Users see available information immediately instead of facing a blank screen or error message.

When to Use / When Not to Use

Scenario	Recommendation
Critical systems (healthcare, finance)	High availability mandatory
SLA of 99.99%+	Active-active with automatic failover
Cost-sensitive applications	Active-passive with manual failover
Stateless services	Load balancer with health checks
Stateful services with persistence	Database replication with failover

When TO Use Active-Active

Multiple geographic regions: Users in different regions hit their nearest datacenter
High traffic volumes: Single active cannot handle load even with vertical scaling
Zero-downtime requirements: Failover happens instantly without any interruption
Read-heavy workloads: All replicas serve reads, dramatically increasing throughput

When NOT to Use Active-Active

Complex conflict resolution: When data has mutable state that is hard to partition
Strong consistency requirements: Synchronizing writes across active nodes is expensive
Limited budget: Running multiple active datacenters costs significantly more
Simple applications: The complexity cost outweighs availability benefits

Active-Active vs Active-Passive Decision Matrix

Criteria	Active-Active	Active-Passive
Cost	2-3x (all sites active)	1.5-2x (standby idle)
Complexity	High (conflict resolution, sync)	Medium (failover logic)
Failover Speed	Instant (traffic split)	30s-5min (promotion)
Write Throughput	Higher (all nodes write)	Limited to primary
Data Consistency	Complex (multi-master sync)	Simple (async replication)
Geographic Diversity	Excellent (multi-region)	Good (standby in other DC)
Resource Utilization	High (all nodes busy)	Low (standby idle)
Rollback Complexity	Complex (already processing)	Simple (demote standby)

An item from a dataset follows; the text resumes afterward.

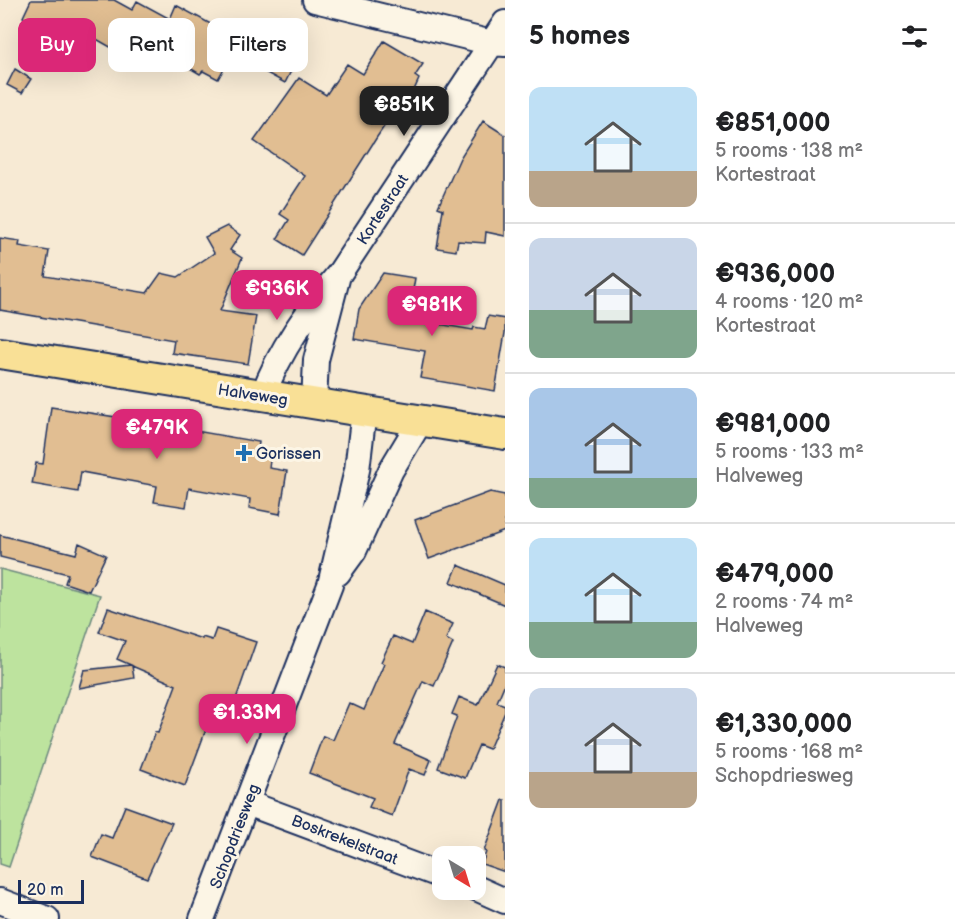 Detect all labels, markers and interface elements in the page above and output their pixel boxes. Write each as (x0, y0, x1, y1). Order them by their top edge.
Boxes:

Multi-Region Deployment Patterns

When deploying across multiple geographic regions, consider these patterns:

Pattern	Description	Use Case
Primary-Secondary	One region accepts writes, others replicate asynchronously	Read-heavy, geo-distributed users
Primary-Primary	All regions accept writes, conflict resolution required	Write-heavy, globally distributed users
CQRS + Global Traffic Routing	Separate read/write paths, route users to nearest region	Complex domains, maximum performance
Stateless Microservices + Regional Databases	Compute is stateless and globally distributed	Cloud-native, Kubernetes-based

Cross-region replication considerations:

// Multi-region write latency expectations
const REPLICATION_LATENCY = {
  "us-east-1 to eu-west-1": "~100-150ms RTT",
  "us-east-1 to ap-southeast-1": "~200-250ms RTT",
  "eu-west-1 to ap-southeast-1": "~150-200ms RTT",
};

// Consistency vs latency tradeoff in multi-region
async function writeMultiRegion(key, value, options = {}) {
  const { consistencyLevel = "QUORUM", regions = ["us-east-1", "eu-west-1"] } =
    options;

  if (consistencyLevel === "ALL_REGIONS") {
    // Strongest consistency, highest latency
    const results = await Promise.all(
      regions.map((region) => writeToRegion(region, key, value)),
    );
    return results;
  } else if (consistencyLevel === "QUORUM") {
    // Majority of regions must acknowledge
    const acks = await Promise.race([
      Promise.all(regions.map((r) => writeToRegion(r, key, value))),
      timeout(5000), // 5 second timeout
    ]);
    return acks;
  } else {
    // Local region only, async replicate
    await writeToRegion("local", key, value);
    backgroundSyncToOtherRegions(regions);
    return { success: true, replicated: false };
  }
}

Stateful vs Stateless Failover Differences

Aspect	Stateless Services	Stateful Services
Failover Complexity	Low (just restart somewhere)	High (must preserve state)
State Recovery	None needed	Must recover from replica or WAL
Failover Time	5-30 seconds (container restart)	30s-5min (state recovery)
Data Loss Risk	None	Possible (unreplicated writes)
Scaling	Horizontal (easy)	Requires consistent hashing/sharding
Session Affinity	Not needed	Often required (or externalize state)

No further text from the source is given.